Aim of the exercise ->
Find and copy the lines in the records beneath this task that contain the word "district".

Records drawn from a dataset ->
*** Begin section ***

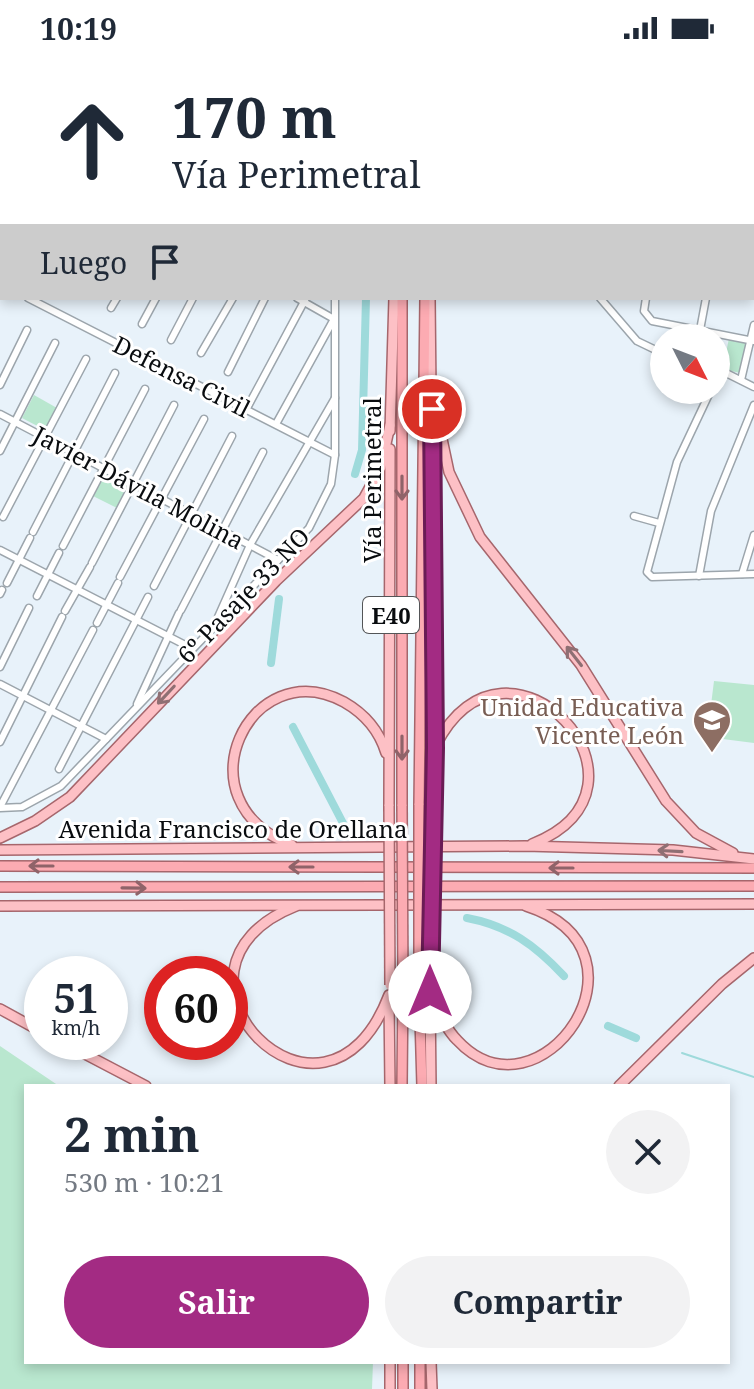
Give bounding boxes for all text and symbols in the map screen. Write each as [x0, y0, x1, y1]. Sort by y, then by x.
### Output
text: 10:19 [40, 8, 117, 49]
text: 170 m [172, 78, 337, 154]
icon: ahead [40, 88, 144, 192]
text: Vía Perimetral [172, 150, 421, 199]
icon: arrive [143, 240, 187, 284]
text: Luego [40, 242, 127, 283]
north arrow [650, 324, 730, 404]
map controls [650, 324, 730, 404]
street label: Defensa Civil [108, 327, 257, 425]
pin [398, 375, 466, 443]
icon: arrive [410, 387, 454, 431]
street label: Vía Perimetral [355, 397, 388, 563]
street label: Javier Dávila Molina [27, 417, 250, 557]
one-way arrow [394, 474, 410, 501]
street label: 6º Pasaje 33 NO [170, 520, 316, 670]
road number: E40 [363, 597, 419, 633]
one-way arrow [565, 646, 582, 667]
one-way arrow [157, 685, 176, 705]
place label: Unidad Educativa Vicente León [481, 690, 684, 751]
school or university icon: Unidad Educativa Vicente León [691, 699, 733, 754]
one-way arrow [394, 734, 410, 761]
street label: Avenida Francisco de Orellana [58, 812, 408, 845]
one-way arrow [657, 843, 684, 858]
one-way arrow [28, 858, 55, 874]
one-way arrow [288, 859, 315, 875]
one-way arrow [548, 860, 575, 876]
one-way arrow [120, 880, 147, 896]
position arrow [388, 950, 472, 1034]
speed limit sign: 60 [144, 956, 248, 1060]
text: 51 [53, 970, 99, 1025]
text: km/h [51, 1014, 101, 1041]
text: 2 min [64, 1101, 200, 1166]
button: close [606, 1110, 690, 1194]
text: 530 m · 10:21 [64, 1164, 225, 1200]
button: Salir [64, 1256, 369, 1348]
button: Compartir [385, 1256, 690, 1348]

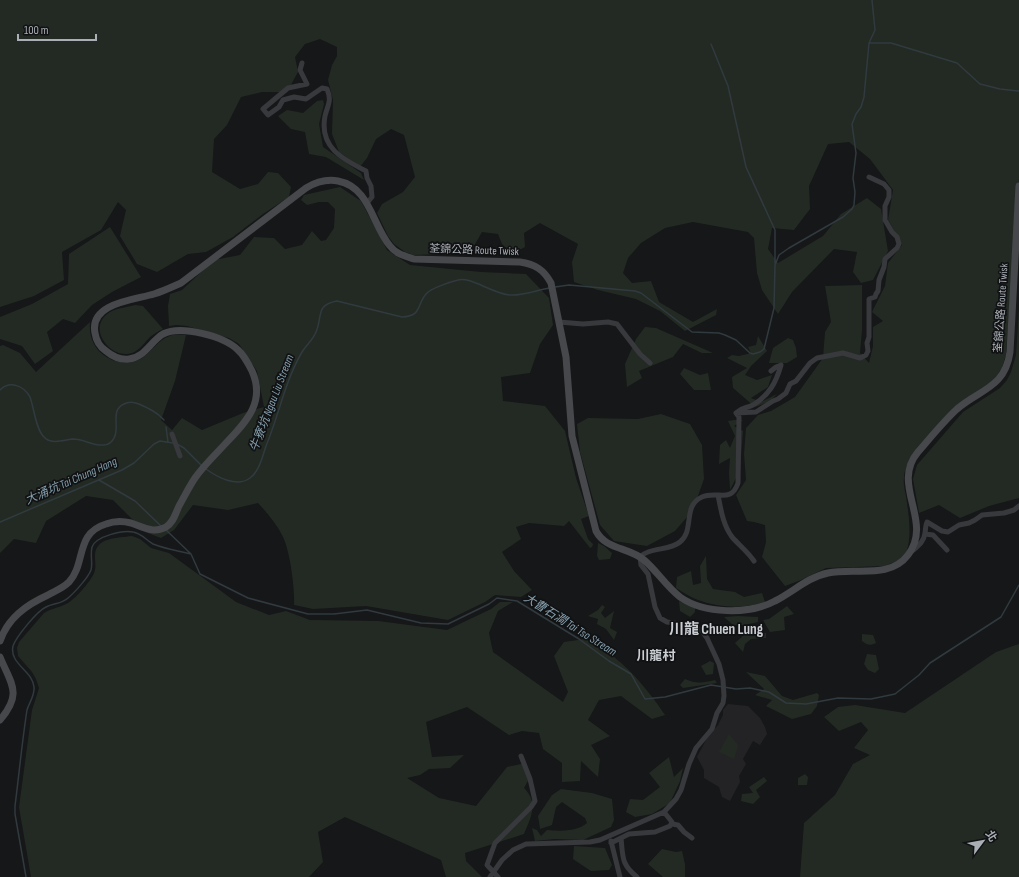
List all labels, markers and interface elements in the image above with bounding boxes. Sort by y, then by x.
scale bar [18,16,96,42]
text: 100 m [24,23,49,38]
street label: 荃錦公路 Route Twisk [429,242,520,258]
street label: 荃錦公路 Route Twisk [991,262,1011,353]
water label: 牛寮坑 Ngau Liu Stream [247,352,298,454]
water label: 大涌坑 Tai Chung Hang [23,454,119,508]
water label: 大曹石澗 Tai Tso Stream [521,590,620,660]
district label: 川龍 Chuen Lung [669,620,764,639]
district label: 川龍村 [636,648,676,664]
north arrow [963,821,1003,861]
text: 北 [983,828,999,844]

*** End section ***
*** Begin section ***

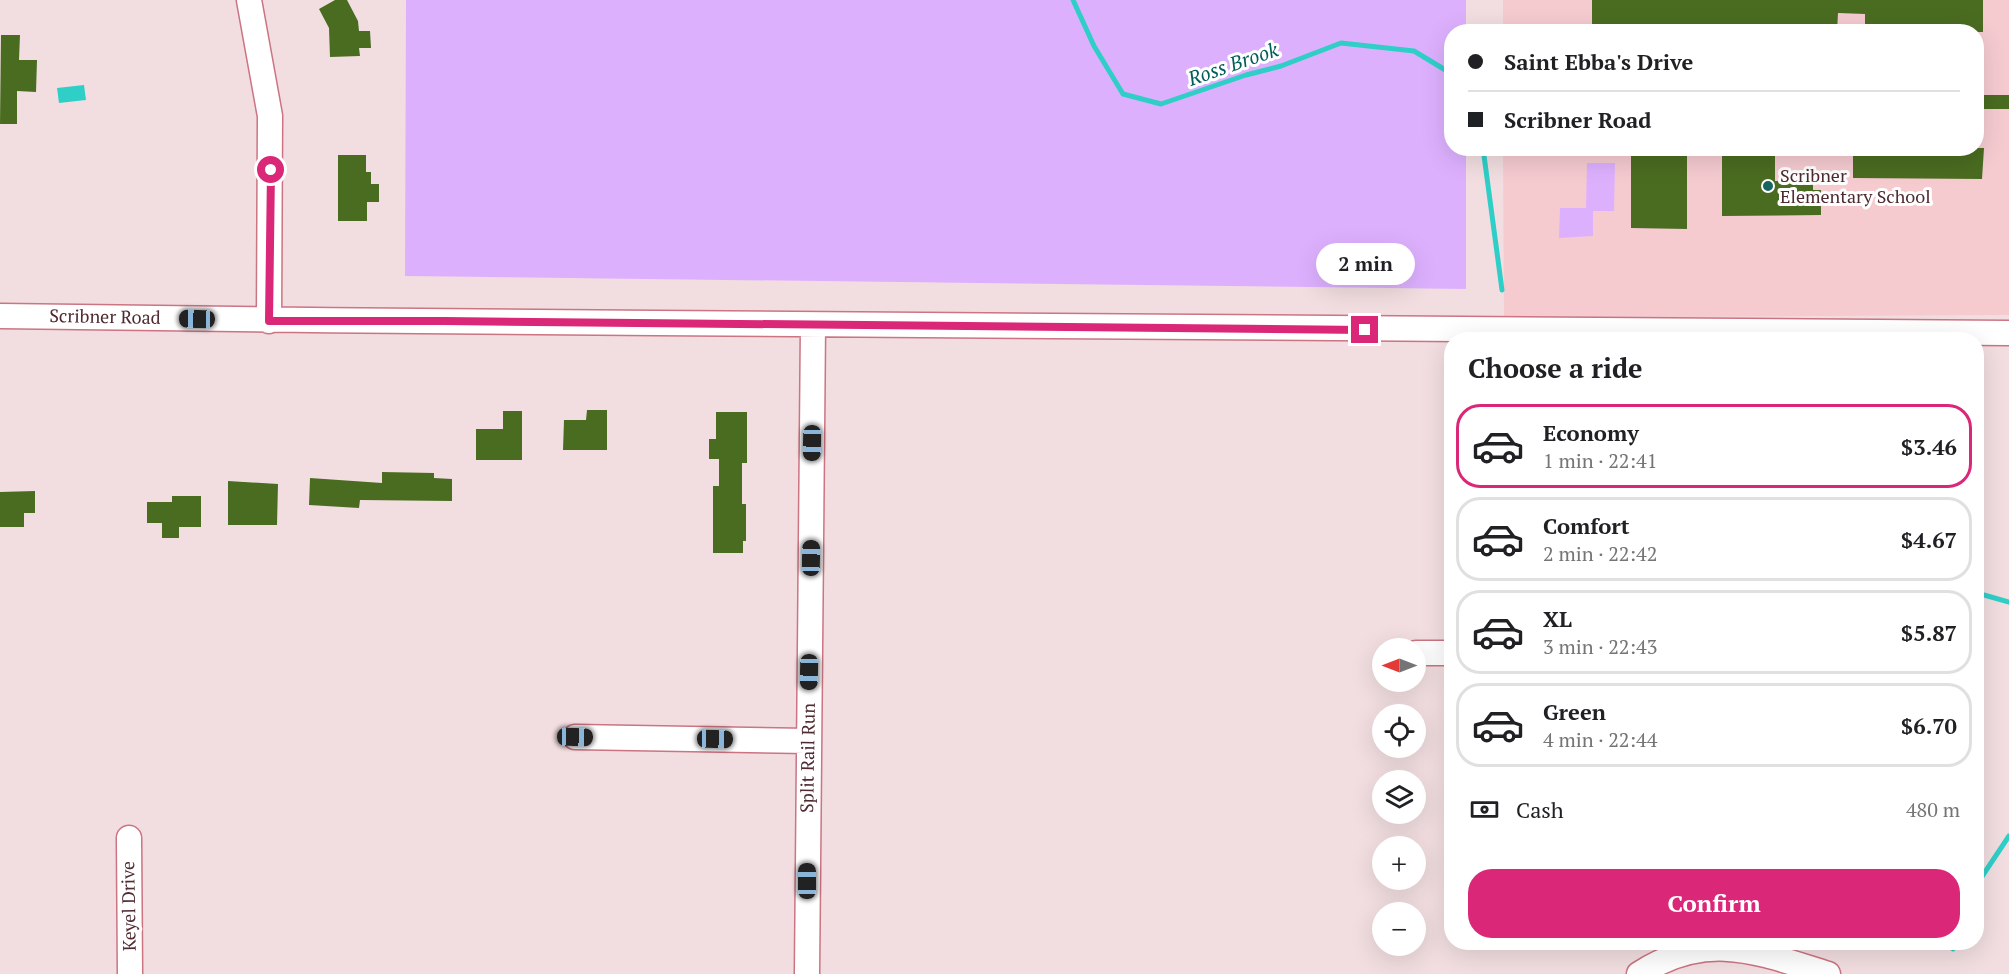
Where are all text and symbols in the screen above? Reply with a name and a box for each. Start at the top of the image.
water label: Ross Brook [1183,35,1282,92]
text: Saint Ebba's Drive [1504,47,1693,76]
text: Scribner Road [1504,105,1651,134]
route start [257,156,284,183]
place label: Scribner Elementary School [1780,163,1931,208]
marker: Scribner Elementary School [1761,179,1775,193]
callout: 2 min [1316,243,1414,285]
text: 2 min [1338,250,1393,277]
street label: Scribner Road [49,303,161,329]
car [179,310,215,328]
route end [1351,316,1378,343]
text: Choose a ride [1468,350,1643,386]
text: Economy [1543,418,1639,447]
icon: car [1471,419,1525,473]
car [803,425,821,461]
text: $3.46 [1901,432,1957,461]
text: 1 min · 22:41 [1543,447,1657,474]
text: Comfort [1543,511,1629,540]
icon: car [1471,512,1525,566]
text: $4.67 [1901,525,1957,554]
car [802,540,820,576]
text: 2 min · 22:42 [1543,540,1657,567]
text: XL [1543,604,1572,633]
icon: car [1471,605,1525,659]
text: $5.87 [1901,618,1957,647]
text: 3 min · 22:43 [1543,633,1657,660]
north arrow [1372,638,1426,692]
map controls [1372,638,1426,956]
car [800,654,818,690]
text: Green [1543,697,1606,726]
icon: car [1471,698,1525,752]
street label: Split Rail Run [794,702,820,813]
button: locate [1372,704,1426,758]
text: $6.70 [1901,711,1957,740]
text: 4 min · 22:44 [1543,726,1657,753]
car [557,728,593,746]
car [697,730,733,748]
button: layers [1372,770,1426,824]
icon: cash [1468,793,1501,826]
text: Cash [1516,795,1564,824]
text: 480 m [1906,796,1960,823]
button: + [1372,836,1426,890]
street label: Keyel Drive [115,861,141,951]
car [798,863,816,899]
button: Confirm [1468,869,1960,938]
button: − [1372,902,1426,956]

*** End section ***

Answer for the task ->
district label: 川龍 Chuen Lung [669,620,764,639]
district label: 川龍村 [636,648,676,664]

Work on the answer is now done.